Exercise instructions →
Wherever the string "sheet" shows up in the records below, return that line.

Record extracts →
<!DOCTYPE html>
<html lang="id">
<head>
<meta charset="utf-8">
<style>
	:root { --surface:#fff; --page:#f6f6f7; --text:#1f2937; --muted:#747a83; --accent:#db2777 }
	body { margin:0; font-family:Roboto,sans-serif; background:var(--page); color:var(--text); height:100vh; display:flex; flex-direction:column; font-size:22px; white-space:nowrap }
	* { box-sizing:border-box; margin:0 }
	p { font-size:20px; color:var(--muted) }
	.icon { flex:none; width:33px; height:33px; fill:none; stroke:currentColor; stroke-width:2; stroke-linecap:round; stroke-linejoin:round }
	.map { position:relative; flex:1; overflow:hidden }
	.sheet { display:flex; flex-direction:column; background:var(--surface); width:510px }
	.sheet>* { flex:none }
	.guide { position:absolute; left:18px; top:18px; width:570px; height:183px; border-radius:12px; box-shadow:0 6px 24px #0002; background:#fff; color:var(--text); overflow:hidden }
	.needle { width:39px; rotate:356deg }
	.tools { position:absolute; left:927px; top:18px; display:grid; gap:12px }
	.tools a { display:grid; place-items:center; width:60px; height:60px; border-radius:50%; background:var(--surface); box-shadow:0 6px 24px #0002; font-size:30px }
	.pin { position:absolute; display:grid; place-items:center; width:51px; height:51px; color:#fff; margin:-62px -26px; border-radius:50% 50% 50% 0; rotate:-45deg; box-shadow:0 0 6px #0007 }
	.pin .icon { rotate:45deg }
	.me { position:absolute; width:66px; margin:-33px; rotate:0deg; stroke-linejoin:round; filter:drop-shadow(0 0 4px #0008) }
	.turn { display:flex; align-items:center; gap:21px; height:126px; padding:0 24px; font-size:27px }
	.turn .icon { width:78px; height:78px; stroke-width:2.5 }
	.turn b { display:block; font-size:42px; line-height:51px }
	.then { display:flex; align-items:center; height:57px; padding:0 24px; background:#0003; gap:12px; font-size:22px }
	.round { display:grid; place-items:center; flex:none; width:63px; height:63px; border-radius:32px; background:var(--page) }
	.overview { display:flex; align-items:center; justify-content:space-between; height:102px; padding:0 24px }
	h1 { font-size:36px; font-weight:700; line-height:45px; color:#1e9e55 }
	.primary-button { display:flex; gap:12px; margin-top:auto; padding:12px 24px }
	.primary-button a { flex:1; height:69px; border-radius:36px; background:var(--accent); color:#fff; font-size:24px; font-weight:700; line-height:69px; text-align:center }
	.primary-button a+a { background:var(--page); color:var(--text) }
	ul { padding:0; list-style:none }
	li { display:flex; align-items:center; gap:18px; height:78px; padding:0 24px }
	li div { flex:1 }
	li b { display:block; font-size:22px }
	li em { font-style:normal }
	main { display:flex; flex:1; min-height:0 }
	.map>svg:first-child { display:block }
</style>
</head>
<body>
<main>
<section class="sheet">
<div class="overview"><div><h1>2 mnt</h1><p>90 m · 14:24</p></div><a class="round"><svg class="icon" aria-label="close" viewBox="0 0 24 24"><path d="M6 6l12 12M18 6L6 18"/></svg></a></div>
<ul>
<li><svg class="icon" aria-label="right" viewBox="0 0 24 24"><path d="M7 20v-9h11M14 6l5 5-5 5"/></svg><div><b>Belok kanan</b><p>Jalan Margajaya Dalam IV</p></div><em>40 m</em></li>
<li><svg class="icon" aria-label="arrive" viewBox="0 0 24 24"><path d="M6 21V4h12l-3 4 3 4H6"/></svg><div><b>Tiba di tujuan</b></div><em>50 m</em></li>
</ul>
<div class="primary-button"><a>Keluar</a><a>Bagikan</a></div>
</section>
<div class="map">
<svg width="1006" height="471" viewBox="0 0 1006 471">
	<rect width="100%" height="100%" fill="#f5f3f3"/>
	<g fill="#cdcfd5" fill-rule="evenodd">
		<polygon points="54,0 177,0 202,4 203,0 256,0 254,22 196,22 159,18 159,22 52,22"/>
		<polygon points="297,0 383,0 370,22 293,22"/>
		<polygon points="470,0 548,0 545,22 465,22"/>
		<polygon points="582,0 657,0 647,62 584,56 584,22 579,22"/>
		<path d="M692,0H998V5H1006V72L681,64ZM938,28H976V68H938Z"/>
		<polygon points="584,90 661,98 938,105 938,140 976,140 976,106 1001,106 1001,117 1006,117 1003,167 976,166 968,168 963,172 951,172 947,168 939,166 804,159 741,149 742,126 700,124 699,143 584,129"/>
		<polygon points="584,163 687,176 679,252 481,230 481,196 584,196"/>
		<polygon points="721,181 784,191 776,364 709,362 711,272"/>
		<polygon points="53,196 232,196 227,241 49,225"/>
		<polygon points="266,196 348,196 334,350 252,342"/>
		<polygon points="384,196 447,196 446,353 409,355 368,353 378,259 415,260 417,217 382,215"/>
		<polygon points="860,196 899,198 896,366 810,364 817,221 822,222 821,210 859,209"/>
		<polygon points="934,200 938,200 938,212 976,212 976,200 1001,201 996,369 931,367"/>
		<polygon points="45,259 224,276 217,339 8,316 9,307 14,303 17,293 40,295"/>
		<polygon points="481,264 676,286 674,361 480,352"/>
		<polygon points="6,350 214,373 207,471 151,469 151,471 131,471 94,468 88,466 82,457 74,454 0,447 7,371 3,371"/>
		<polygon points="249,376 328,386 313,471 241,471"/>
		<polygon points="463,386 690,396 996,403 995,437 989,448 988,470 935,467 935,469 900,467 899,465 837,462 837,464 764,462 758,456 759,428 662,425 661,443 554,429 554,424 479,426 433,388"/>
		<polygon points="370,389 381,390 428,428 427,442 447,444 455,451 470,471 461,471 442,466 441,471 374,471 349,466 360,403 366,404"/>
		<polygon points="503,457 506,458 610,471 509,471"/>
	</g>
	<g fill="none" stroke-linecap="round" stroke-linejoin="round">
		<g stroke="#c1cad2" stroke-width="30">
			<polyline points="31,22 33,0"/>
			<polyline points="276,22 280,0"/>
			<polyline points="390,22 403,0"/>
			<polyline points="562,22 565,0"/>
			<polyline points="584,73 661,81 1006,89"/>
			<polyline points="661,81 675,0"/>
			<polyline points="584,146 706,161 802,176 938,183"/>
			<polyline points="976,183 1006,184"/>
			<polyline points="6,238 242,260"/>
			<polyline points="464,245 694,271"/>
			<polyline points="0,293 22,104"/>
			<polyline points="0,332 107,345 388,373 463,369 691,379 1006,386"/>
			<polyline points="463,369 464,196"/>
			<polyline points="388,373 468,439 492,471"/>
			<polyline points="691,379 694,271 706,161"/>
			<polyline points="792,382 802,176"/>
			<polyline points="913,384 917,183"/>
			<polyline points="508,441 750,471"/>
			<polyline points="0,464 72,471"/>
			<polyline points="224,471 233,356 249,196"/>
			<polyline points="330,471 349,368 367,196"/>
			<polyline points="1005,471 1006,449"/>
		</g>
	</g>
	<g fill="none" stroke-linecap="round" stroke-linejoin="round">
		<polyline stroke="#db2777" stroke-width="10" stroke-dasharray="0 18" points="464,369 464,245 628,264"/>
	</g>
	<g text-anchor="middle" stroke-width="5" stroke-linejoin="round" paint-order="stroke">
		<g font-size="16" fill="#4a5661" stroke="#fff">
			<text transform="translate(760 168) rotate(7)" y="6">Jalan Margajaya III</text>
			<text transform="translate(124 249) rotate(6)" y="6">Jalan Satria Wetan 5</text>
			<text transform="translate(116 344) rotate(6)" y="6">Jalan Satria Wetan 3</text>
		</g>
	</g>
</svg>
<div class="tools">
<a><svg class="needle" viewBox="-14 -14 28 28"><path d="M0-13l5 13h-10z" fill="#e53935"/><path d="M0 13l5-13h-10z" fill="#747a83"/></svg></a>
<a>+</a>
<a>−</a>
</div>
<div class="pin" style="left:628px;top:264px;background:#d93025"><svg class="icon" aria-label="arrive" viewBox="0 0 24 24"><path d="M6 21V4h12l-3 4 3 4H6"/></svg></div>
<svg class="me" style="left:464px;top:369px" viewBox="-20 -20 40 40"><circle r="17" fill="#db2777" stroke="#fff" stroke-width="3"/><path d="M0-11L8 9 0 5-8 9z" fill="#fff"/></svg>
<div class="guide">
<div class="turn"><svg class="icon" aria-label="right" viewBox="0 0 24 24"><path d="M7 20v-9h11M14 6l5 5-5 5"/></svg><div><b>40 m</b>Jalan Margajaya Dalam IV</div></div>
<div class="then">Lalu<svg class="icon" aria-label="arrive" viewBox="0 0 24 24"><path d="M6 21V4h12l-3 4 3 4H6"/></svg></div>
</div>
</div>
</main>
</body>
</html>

Finished task →
	.sheet { display:flex; flex-direction:column; background:var(--surface); width:510px }
	.sheet>* { flex:none }
<section class="sheet">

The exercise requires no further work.